Sean Connery, quien murió el sábado 31 de octubre de 2020, quizás sea recordado por crear las bases del carácter del espía secreto James Bond en su forma cinematográfica.
Yo me quedo con tres películas de géneros cinematográficos bien distintos entre sí protagonizadas por un Sean Connery capaz de entretener y ser eficaz con registros variados al mismo tiempo: el drama investigativo El Nombre de la rosa (1986), de Jean-Jacques Annaud (aunque al escritor Umberto Eco no le gustó al inicio su selección); el drama policíaco Los intocables de Eliot Ness (1987, por el que obtuvo su único Oscar y encima fue como actor secundario por lo que la Academia de Hollywood volvió a quedarse corta), de Brian De Palma y el filme de aventuras inverosímiles Indiana Jones y la última cruzada (1989, casi tan genial como la primera entrega de Indy), de Steven Spielberg.

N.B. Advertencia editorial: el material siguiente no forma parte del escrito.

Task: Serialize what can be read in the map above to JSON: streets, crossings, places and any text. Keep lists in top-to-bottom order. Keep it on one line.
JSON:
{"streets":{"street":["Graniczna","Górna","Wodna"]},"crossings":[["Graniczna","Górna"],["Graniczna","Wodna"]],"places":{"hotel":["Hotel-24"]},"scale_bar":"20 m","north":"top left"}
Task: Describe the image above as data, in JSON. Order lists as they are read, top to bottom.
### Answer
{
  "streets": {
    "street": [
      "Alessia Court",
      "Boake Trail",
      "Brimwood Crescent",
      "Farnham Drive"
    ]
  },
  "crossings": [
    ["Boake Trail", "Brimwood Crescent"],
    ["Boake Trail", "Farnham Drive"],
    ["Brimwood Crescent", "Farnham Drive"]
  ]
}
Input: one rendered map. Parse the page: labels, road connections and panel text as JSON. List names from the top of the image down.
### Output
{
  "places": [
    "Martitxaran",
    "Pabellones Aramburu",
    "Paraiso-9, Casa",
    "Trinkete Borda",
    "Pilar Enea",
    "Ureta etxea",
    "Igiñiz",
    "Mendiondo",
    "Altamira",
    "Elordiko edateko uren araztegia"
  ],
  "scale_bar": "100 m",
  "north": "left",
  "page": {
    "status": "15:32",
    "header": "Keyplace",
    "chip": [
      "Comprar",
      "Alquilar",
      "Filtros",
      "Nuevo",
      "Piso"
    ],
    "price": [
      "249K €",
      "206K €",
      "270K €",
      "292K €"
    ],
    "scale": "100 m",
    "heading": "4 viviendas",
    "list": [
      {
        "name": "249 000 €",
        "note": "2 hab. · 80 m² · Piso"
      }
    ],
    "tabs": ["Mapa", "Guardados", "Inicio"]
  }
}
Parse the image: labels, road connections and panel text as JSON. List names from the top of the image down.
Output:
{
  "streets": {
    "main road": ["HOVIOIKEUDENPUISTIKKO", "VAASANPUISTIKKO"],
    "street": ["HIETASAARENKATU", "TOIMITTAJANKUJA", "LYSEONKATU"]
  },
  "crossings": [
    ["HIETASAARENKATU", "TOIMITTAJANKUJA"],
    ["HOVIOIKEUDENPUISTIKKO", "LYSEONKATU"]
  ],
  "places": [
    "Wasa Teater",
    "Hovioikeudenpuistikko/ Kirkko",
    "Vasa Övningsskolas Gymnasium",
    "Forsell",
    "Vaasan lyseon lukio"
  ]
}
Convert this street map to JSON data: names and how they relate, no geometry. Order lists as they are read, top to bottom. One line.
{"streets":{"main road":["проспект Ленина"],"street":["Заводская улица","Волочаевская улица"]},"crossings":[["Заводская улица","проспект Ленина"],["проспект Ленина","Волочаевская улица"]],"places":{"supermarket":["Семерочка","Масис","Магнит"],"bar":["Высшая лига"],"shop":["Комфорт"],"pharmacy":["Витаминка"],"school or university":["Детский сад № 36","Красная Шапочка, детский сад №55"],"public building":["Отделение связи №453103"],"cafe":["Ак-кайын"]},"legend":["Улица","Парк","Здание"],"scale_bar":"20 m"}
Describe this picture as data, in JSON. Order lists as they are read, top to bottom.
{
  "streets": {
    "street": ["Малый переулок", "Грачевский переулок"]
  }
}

Claro que también podría ser el intelectual que resalte que lo suyo es ser recordado por la Marnie, la ladrona (1964), de Alfred Hitchcock (compulsivo e interesante ejercicio de represión sexual); o irme por el lugar común de inclinarme por la saga del personaje creado por Ian Fleming, en particular, James Bond contra Goldfinger (1964, no dudo que es su mejor interpretación del hombre que tenía licencia para matar).
Para otros el Sean Connery más encantador era el que sin asco se enrolaba en producciones comerciales por deseo de ganar dinero fácil como La caza del octubre rojo (1990, la presencia de Connery disminuyó al protagonista Alec Baldwin), de John McTiernan y La roca (1996, salvo Connery y el sonido el resto es olvidable), de Michael Bay.
Lo cierto es que un intérprete como Sean Connery tenía ese don que solo los grandes son capaces de lograr durante su carrera: ser especiales para muchos tipos de público de distintas maneras.